▸ EXERCISE BRIEF
Give back only the lines in the records below from the one with "M427,351L432,364L419,370L414,357Z" to the one with "M245,400L256,413L228,438L213,421L231,405L234,409Z", both inclusive, word for word.

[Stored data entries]
* * * * * * * * *

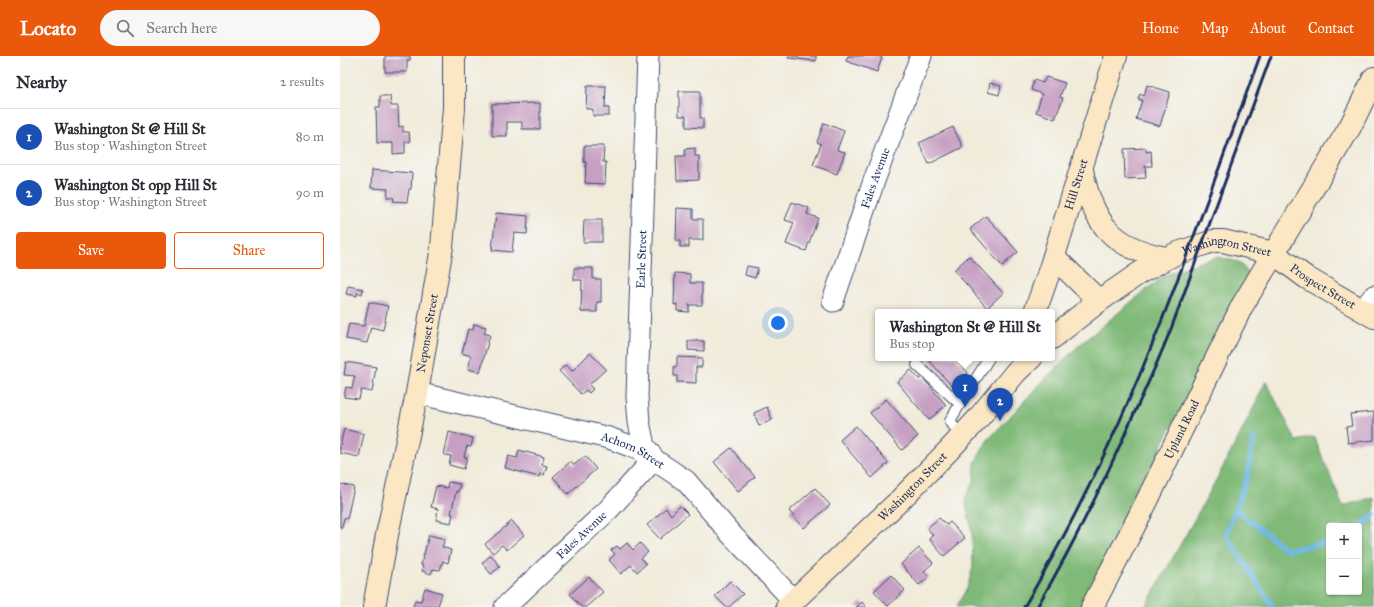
<!DOCTYPE html>
<meta charset="utf-8">
<style>
body{margin:0;font-family:"IM FELL Great Primer",serif;background:#f7f7f7;color:#2b2b33}
.controls{position:absolute;right:12px;bottom:12px;display:grid;overflow:hidden;border-radius:4px;box-shadow:0 1px 3px #0004}
.controls button{width:36px;height:36px;display:grid;place-items:center;padding:0;border:0;border-bottom:1px solid #e1e1e2;background:#fff;color:#2b2b33;font:20px sans-serif}
.you{position:absolute;left:438px;top:267px;width:14px;height:14px;margin:-10px;border:3px solid #fff;border-radius:50%;background:#1a73e8;box-shadow:0 0 0 6px #1a73e833}
.badge{display:grid;place-items:center;width:26px;height:26px;border-radius:50%;background:#ea580c;color:#fff;font-size:13px;font-weight:700}
.pin{position:absolute;translate:-50% -33px;filter:drop-shadow(0 1px 2px #0008)}
.pin::after{content:'';position:absolute;top:21px;width:14px;height:12px;background:inherit;clip-path:polygon(0 0,100% 0,50% 100%)}
.popup{position:absolute;left:535px;top:253px;width:180px;height:52px;box-sizing:border-box;display:grid;place-content:center;border-radius:4px;background:#fff;filter:drop-shadow(0 1px 3px #0005);font-size:13px;white-space:nowrap;color:#7c7c81}
.popup b{font-size:15px;color:#2b2b33}
.popup::after{content:'';position:absolute;left:50%;top:100%;margin-left:-8px;border:8px solid transparent;border-top-color:#fff}
.list{margin:0;padding:0;list-style:none}
h2{display:flex;justify-content:space-between;align-items:center;height:52px;margin:0;padding:0 16px;font-size:17px}
h2 small{font-size:13px;font-weight:400;color:#7c7c81}
.list li{display:grid;grid-template-columns:26px 1fr auto;gap:12px;align-items:center;box-sizing:border-box;height:56px;padding:0 16px;border-top:1px solid #e1e1e2}
.list b{display:block;font-size:15px;white-space:nowrap}
.list p{margin:0;font-size:13px;white-space:nowrap;color:#7c7c81}
.list em{font-size:13px;font-style:normal;color:#7c7c81}
.actions{display:flex;gap:8px;padding:12px 16px}
.actions a{flex:1;padding:9px 0;border:1px solid #ea580c;border-radius:4px;text-align:center;font-size:14px;color:#ea580c}
.actions .main{background:#ea580c;color:#fff}
.icon{flex:none;width:22px;height:22px;fill:none;stroke:currentColor;stroke-width:2;stroke-linecap:round;stroke-linejoin:round}
.map{position:relative;flex:none;width:1034px;height:551px;overflow:hidden}
header{display:flex;align-items:center;gap:24px;box-sizing:border-box;height:56px;padding:0 20px;background:#ea580c;color:#fff}
header strong{font-size:19px}
nav{display:flex;gap:22px;margin-inline-start:auto;font-size:14px}
.search{width:280px;height:36px;background:#f7f7f7;display:flex;align-items:center;gap:10px;box-sizing:border-box;padding:0 14px;border-radius:22px;color:#7c7c81;font-size:15px}
main{display:flex}
aside{flex:1;background:#fff}
.map>svg:first-child{display:block}
.forest{fill:#80ba78;stroke:#4e746b;fill-rule:evenodd}
.lines{fill:none;stroke-linecap:round;stroke-linejoin:round}
.stream{stroke:#71bae9;stroke-width:5}
.building{fill:#c69fc2}
.lane-casing{stroke:#3b4b71;stroke-width:12}
.street-casing{stroke:#3b4b71;stroke-width:23}
.secondary-casing{stroke:#3b4b71;stroke-width:24}
.lane{stroke:#fff;stroke-width:10}
.street{stroke:#fff;stroke-width:21}
.secondary{stroke:#fbe7c3;stroke-width:22}
.rail{stroke:#1b2f5e;stroke-width:3}
.labels{text-anchor:middle;stroke-width:4;stroke-linejoin:round;paint-order:stroke}
.street-label{font-size:12px;fill:#1b2f5e;stroke:#f6f6f2}
</style>
<header>
<strong>Locato</strong>
<div class="search"><svg class="icon" aria-label="search" viewBox="0 0 24 24"><circle cx="10" cy="10" r="6"/><path d="M15 15l6 6"/></svg>Search here</div>
<nav><a>Home</a><a>Map</a><a>About</a><a>Contact</a></nav>
</header>
<main>
<aside>
<h2>Nearby<small>2 results</small></h2>
<ul class="list">
<li><span class="badge" style="background:#1a4fb4">1</span><div><b>Washington St @ Hill St</b><p>Bus stop · Washington Street</p></div><em>80 m</em></li>
<li><span class="badge" style="background:#1a4fb4">2</span><div><b>Washington St opp Hill St</b><p>Bus stop · Washington Street</p></div><em>90 m</em></li>
</ul>
<div class="actions"><a class="main">Save</a><a>Share</a></div>
</aside>
<div class="map">
<svg width="1034" height="551" viewBox="0 0 1034 551">
<rect width="100%" height="100%" fill="#f6f6f2"/>
<filter id="ink" filterUnits="userSpaceOnUse"><feTurbulence type="fractalNoise" baseFrequency=".025" numOctaves="2"/><feDisplacementMap in="SourceGraphic" scale="8" xChannelSelector="R" yChannelSelector="G"/><feConvolveMatrix kernelMatrix="1 2 1 2 8 2 1 2 1" color-interpolation-filters="sRGB"/></filter>
<filter id="wash" filterUnits="userSpaceOnUse"><feTurbulence type="fractalNoise" baseFrequency=".012" numOctaves="4" result="noise"/><feDisplacementMap in="SourceGraphic" scale="16" xChannelSelector="R" yChannelSelector="G"/><feGaussianBlur stdDeviation="0.9" result="paint"/><feColorMatrix in="noise" values="0 0 0 0 0 0 0 0 0 0 0 0 0 0 0 0 0 1.4 0 .05"/><feComposite in="paint" operator="in"/></filter>
<g filter="url(#wash)">
<rect width="100%" height="100%" fill="#f1ebda"/>
<path class="forest" d="M878,201L899,206L911,220C851,330 796,439 742,551H616L627,532L633,511L632,476L625,443L634,425L635,407L647,385L705,323L737,291L801,238L825,219L863,205Z
M926,325L956,385L974,381L1003,450L1034,441V551H805C847,477 890,403 926,325ZM989,470H1019V536H989Z"/>
<g class="lines">
<path class="stream" d="M914,382L907,421L886,479L933,551
M895,453L947,494L989,486
M1019,472L1034,459"/>
</g>
<g id="blocks">
<path class="building" d="M45,0H70V4H67V16H45Z
M448,0H476V5L448,2Z
M508,0H538L542,2L537,16L506,5Z
M706,21L725,27L720,41L723,42L715,63L696,56L702,38L691,34L694,24L703,27Z
M650,27L661,30L659,39L648,36Z
M807,29L830,36L820,70L796,63L802,44L798,43L800,38L804,40Z
M247,30H266L265,52H269V60H253V53H246Z
M339,35H360V62H363V72L346,71V60H339Z
M40,40H50L51,50H58L59,71L63,70V76H69L70,86H65V97L53,98V87H37L36,51H40Z
M200,47V73H182V66H167V80H152V48Z
M484,67L504,75L497,94L505,96L497,118L473,109L481,88L477,86Z
M613,71L623,91L589,108L579,87Z
M244,90H264L263,106H266L265,128L245,127L246,106H244Z
M355,92V100H359V124L337,125L336,100H345V93Z
M806,92V96L811,95L812,110H805L806,122L785,123L784,93Z
M32,114L72,117L71,133H69L67,146L53,145L54,142L47,141L48,133L31,132Z
M452,146L469,152L467,158L478,162L466,195L446,188L454,167L445,164Z
M337,152L353,153V163H363V184H349V191H340V185H336Z
M156,157L188,160L187,178L174,177L172,196L152,194Z
M646,160L678,196L662,210L630,173Z
M244,164H262V186H243Z
M629,200L663,237L647,252L614,214Z
M407,210L418,212L415,222L405,219Z
M234,212H253V223H261V246H257V256H241L242,224H234Z
M335,217L350,218V227H362V249H349V256L337,255V248L334,249Z
M8,230L23,233L22,238L17,237V240L6,238Z
M29,246L48,250L43,274L31,271L27,287L6,283L9,268L24,270Z
M134,268L146,271L144,277L150,279L140,316L128,313L131,300L122,297L128,273L133,274Z
M348,285H364V295L348,294Z
M250,297L266,313L249,329L253,333L249,337L246,334L241,338L219,315L226,309L232,315Z
M337,301L362,302V311H356V327L337,326V320H334V310L337,311Z
M587,302H615L628,317L612,330Z
M6,306L36,311L32,336L21,334L19,343L4,341L6,331L12,332L15,320L4,319Z
M571,314L579,323L582,321L606,349L589,364L557,326Z
M546,343L578,380L562,394L530,357Z
M427,351L432,364L419,370L414,357Z
M1034,356V384L1008,387L1006,371L1012,370L1010,358Z
M516,370L548,407L532,422L500,384Z
M4,373L24,378L19,401L0,397V390Z
M109,376L133,382L131,391L127,390L124,401H127L124,413L109,409L111,400L104,399Z
M391,392L415,421L398,435L374,406Z
M179,394L204,401L202,409L207,410L204,419L200,418L199,421L165,412L168,400L177,402Z
M245,400L256,413L228,438L213,421L231,405L234,409Z
M108,426L120,428L118,436L116,435L111,458H113L111,467L96,464L98,453L91,451L96,430L107,432Z
M0,428L14,431L7,463L4,462L2,471H0Z
M475,432L490,449L464,472L449,455Z
M340,450L348,458L320,483L307,469L326,452L331,459Z
M599,462L607,469L610,466L625,482L604,500L589,483L593,479L587,472Z
M172,465L184,479L167,494L162,489L153,497L145,488Z
M89,479L105,483L102,491L111,494L108,507L103,505L100,514L93,513L91,518L82,515L83,510L81,509Z
M287,487L293,494L300,487L308,496L301,502L306,508L297,516L291,509L281,518L269,504L275,498L271,494L277,490L280,493Z
M579,492L593,507L584,515L589,521L579,529L561,508Z
M151,499L160,511L151,518L142,507Z
M551,519L565,534L548,550L534,535Z
M249,521L263,536L246,551H241L230,538Z
M390,525L403,538L389,551H386L375,540Z
M85,532L102,537L98,550L73,551L75,544L81,545Z
M522,546L526,551H516Z"/>
</g>
</g>
<g filter="url(#ink)">
<use href="#blocks" fill-opacity="0" stroke="#3b4b71" stroke-width="1"/>
<g class="lines">
<defs>
<path id="lane" d="M577,309L620,348L649,302
M620,348L610,365L621,381"/>
<g id="street">
<path id="s1" d="M493,245L535,122L581,0"/>
<path d="M1023,254L1034,240"/>
<path id="s2" d="M77,337L269,382L298,393L346,425L390,477L454,545"/>
<path id="s3" d="M165,551L268,454L314,403L304,390L299,366L297,340L308,0"/>
</g>
<g id="secondary">
<path d="M742,114C752,166 772,192 826,202"/>
<path d="M714,201L759,245"/>
<path id="s4" d="M695,256L708,219L776,0"/>
<path id="s5" d="M712,282L759,245L801,216L835,198L873,185H883L933,197L967,222L1034,261"/>
<path id="s6" d="M34,551L47,479L77,337L102,191L114,52V0"/>
<path id="s7" d="M447,551L559,445L610,393L636,365L676,316L691,302"/>
<path id="s8" d="M752,551L803,453L902,250L1010,71L1034,22"/>
</g>
</defs>
<use href="#lane" class="lane-casing"/>
<use href="#street" class="street-casing"/>
<use href="#secondary" class="secondary-casing"/>
<use href="#lane" class="lane"/>
<use href="#street" class="street"/>
<use href="#secondary" class="secondary"/>
<path class="rail" d="M684,551C737,461 782,366 820,269C855,180 887,90 920,0
M697,551C733,490 764,426 792,362C806,332 819,303 831,273C865,182 897,91 931,0"/>
</g>
</g>
<g class="labels">
<g class="street-label">
<text dy="4" stroke="none"><textPath href="#s1" startOffset="130">Fales Avenue</textPath></text>
<text dy="4" stroke="none"><textPath href="#s4" startOffset="134">Hill Street</textPath></text>
<text dy="4" stroke="none"><textPath href="#s5" startOffset="203">Washington Street</textPath></text>
<text dy="4" stroke="none"><textPath href="#s3" startOffset="414">Earle Street</textPath></text>
<text dy="4" stroke="none"><textPath href="#s5" startOffset="311">Prospect Street</textPath></text>
<text dy="4" stroke="none"><textPath href="#s6" startOffset="279">Neponset Street</textPath></text>
<text dy="4" stroke="none"><textPath href="#s8" startOffset="199">Upland Road</textPath></text>
<text dy="4" stroke="none"><textPath href="#s2" startOffset="224">Achorn Street</textPath></text>
<text dy="4" stroke="none"><textPath href="#s7" startOffset="174">Washington Street</textPath></text>
<text dy="4" stroke="none"><textPath href="#s3" startOffset="105">Fales Avenue</textPath></text>
</g>
</g>
</svg>
<div class="controls">
<button>+</button>
<button>−</button>
</div>
<div class="you"></div>
<div class="pin badge" style="left:625px;top:351px;background:#1a4fb4">1</div>
<div class="popup"><b>Washington St @ Hill St</b>Bus stop</div>
<div class="pin badge" style="left:660px;top:365px;background:#1a4fb4">2</div>
</div>
</main>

* * * * * * * * *

▸ ANSWER SPACE
M427,351L432,364L419,370L414,357Z
M1034,356V384L1008,387L1006,371L1012,370L1010,358Z
M516,370L548,407L532,422L500,384Z
M4,373L24,378L19,401L0,397V390Z
M109,376L133,382L131,391L127,390L124,401H127L124,413L109,409L111,400L104,399Z
M391,392L415,421L398,435L374,406Z
M179,394L204,401L202,409L207,410L204,419L200,418L199,421L165,412L168,400L177,402Z
M245,400L256,413L228,438L213,421L231,405L234,409Z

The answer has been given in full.